Hewlett-Packard featured the band alongside Penn and Teller in its 2002 commercial for its HP Media Center PC, which included a clip of the music video. In a review of the ad, music journalist Jim DeRogatis said, "It was a commercial for the Flaming Lips," as much as it was for HP's computer.

In 2003, VH1 featured the song in a spot that promoted its network. In 2004, Mitsubishi used the song in a television ad for one of its cars, as did Land Rover in 2007 with voice-over by Charles Shaughnessy.

A cover version was used in the teaser trailer of the film Transformers: The Last Knight in late 2016.

The song was used in the trailer for Guardians of the Galaxy Vol. 3 shown at San Diego Comic-Con in July 2022 and would later be included in the film as a part of Awesome Mix Vol. 3.

The song was later used in the trailer for the 2023 film Landscape with Invisible Hand.

In 2026, the song would be used in the teaser trailer for the DC Universe film, Clayface.

==Covers==
The song was covered by The Reign of Kindo on their eponymous debut album. It was also covered in 2012 by Ball Park Music for Australian radio station Triple J's Like a Version.

Father John Misty, American folk singer-songwriter and former member of indie rock bands Saxon Shore and Fleet Foxes, performed a version of the song in July 2012 for The A.V. Clubs A.V. Undercover series. Father John Misty's version is featured in the 2022 film Press Play.
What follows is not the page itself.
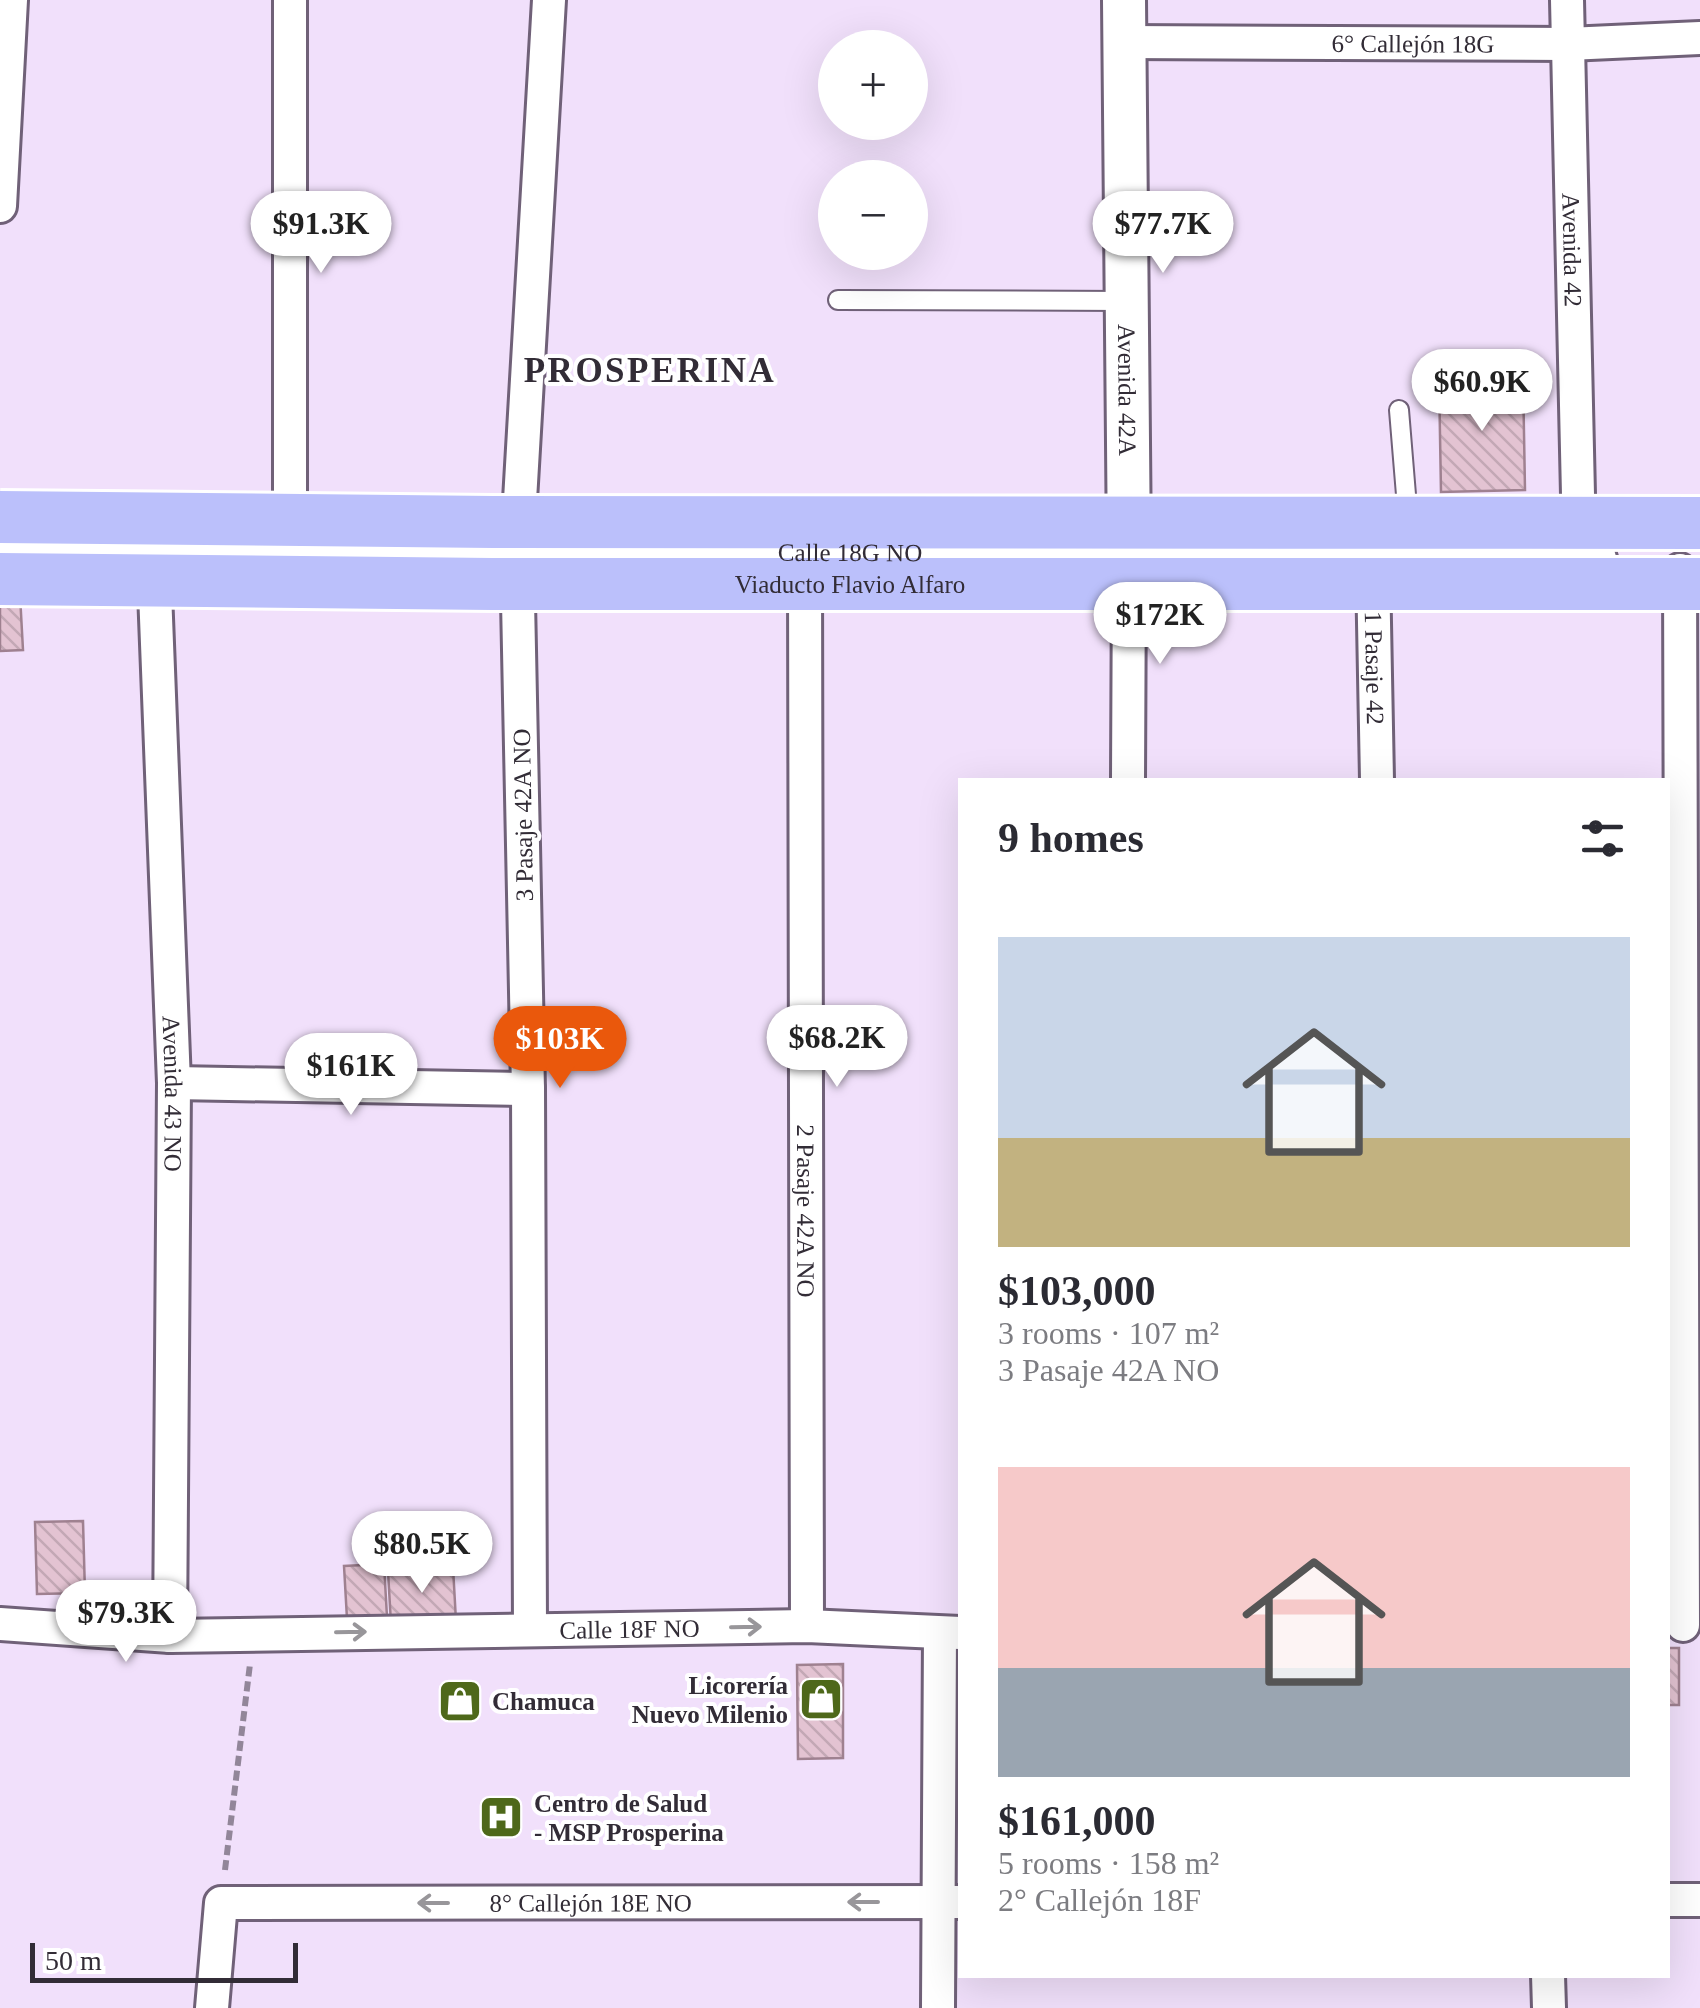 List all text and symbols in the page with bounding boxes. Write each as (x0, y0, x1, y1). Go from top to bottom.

American Jewish rock band Blue Fringe covered the song on their 2007 album The Whole World Lit Up.

In 2015, the song was covered by British singer/composer Ursine Vulpine (aka Frederick Lloyd). This version was used for the first theatrical trailer of science-fiction action film Transformers: The Last Knight, as well as the trailer for the third season of the television series Penny Dreadful. In 2016, Sharon Van Etten covered the song for Amazon's Gortimer Gibbon's Life on Normal Street soundtrack.

Willie Nelson released his cover of “Do You Realize??” as the second single from his 2024 album Last Leaf on the Tree, which was released on November 1, 2024.

==Charts==

Chart performance for "Do You Realize??"
| Chart (2002) | Peak position |
|---|---|
| Scotland Singles (OCC) | 27 |
| UK Singles (OCC) | 32 |

==Certifications==

Certifications for "Do You Realize??"
| Region | Certification | Certified units/sales |
| United States (RIAA) | Gold | 500,000^{‡} |
^{‡} Sales+streaming figures based on certification alone.